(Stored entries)
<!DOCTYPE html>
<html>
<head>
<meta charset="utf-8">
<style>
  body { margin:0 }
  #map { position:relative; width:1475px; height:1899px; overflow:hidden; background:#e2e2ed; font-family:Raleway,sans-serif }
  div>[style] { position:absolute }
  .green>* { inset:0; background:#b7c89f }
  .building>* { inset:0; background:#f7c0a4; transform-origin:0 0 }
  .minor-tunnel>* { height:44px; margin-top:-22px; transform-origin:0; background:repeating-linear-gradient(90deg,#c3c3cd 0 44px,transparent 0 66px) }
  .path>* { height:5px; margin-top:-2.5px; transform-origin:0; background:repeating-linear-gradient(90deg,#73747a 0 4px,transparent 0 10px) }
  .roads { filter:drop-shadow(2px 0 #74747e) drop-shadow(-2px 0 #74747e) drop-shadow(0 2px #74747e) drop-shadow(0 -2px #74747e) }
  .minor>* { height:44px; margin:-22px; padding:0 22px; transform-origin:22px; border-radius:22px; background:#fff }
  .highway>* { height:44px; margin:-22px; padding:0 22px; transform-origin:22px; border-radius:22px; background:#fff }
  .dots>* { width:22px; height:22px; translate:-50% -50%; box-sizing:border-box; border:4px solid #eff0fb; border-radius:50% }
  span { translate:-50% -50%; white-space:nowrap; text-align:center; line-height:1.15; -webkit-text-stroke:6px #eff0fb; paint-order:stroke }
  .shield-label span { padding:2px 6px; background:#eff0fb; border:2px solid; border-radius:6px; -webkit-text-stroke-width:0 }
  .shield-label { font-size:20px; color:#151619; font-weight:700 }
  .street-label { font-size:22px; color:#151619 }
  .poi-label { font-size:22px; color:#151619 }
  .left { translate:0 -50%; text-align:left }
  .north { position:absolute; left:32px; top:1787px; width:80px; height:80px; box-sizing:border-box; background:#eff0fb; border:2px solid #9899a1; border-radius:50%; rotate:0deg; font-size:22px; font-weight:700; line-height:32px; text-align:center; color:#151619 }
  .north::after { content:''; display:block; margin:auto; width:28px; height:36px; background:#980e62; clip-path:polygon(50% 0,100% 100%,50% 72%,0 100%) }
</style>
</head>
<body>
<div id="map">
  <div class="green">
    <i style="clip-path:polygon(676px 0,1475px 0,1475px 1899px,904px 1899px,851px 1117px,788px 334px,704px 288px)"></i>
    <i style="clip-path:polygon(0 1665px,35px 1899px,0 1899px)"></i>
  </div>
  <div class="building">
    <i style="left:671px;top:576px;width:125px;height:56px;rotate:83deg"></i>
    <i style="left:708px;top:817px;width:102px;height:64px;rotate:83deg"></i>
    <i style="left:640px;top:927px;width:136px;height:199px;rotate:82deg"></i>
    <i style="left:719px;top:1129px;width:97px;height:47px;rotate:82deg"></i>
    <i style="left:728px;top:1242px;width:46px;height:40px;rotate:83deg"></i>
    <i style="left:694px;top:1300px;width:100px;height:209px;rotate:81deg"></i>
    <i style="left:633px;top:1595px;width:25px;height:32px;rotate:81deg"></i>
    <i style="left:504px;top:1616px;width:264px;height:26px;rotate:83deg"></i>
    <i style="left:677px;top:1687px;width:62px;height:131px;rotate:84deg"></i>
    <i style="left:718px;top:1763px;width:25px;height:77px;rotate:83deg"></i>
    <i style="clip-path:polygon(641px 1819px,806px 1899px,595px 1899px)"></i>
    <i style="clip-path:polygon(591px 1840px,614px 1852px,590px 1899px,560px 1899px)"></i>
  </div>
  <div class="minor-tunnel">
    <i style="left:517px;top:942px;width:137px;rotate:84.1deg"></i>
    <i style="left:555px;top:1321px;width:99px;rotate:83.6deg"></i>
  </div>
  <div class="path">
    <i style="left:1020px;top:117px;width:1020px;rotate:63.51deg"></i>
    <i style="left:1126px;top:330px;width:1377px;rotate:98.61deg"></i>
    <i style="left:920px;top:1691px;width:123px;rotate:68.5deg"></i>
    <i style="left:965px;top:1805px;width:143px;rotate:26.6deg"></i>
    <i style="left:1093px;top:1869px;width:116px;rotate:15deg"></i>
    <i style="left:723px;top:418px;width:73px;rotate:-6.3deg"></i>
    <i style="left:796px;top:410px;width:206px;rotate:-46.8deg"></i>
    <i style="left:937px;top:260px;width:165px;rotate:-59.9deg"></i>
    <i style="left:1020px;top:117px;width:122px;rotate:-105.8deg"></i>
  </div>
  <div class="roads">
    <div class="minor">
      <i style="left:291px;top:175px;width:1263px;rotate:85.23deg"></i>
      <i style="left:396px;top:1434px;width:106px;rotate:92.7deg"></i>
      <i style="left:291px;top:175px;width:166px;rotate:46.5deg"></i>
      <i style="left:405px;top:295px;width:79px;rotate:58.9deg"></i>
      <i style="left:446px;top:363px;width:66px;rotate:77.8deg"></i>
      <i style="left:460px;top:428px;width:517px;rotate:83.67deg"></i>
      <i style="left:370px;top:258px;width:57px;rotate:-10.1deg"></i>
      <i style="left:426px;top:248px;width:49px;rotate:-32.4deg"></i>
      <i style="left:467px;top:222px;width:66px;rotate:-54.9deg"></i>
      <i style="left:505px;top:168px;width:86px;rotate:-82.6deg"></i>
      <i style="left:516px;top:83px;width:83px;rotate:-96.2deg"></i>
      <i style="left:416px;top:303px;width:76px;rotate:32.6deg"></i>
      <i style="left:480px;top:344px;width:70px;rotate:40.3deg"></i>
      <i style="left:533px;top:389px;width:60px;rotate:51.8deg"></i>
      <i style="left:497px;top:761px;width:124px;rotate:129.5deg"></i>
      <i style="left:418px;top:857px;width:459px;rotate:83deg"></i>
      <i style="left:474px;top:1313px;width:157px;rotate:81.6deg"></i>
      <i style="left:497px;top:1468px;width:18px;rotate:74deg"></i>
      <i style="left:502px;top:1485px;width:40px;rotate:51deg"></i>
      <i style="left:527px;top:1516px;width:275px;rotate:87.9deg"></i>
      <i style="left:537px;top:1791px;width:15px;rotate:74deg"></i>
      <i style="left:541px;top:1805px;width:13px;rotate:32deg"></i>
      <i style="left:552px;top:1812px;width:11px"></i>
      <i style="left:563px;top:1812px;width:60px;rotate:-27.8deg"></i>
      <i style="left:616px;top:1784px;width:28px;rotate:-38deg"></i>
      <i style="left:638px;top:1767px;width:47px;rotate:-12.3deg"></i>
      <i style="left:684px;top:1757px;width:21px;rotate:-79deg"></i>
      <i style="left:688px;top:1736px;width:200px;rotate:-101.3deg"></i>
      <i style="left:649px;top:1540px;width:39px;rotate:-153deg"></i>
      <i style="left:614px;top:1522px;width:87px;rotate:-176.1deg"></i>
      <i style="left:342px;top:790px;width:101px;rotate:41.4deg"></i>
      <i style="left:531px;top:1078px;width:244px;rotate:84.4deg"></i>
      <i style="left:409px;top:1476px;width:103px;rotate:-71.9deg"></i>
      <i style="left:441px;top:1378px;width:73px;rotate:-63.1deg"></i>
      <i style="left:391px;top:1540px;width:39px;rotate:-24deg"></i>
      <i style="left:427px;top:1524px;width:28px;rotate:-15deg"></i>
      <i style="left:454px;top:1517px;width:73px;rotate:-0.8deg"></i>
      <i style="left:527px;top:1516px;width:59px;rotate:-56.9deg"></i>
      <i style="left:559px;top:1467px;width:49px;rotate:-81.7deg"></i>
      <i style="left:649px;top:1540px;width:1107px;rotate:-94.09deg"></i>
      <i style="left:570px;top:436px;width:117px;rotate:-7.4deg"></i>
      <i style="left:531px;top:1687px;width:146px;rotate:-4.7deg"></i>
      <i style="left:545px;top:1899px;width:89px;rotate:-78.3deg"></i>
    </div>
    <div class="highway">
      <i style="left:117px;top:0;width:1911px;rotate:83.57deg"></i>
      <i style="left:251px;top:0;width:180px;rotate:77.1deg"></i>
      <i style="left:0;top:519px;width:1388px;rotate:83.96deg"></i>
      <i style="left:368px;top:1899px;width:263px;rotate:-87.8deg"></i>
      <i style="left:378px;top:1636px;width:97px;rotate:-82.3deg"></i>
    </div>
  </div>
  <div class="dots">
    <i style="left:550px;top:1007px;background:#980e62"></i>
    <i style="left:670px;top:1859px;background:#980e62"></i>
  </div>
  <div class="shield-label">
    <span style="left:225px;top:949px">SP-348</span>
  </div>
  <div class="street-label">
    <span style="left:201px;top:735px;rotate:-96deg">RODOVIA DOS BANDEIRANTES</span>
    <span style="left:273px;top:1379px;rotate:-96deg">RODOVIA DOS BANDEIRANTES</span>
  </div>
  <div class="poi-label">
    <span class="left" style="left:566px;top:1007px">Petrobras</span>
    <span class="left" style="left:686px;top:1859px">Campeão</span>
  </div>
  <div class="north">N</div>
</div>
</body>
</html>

__What you have to do__
Among the entries above, count every line containing the string "dots". Your reply must be that number alone.

__Solution__
2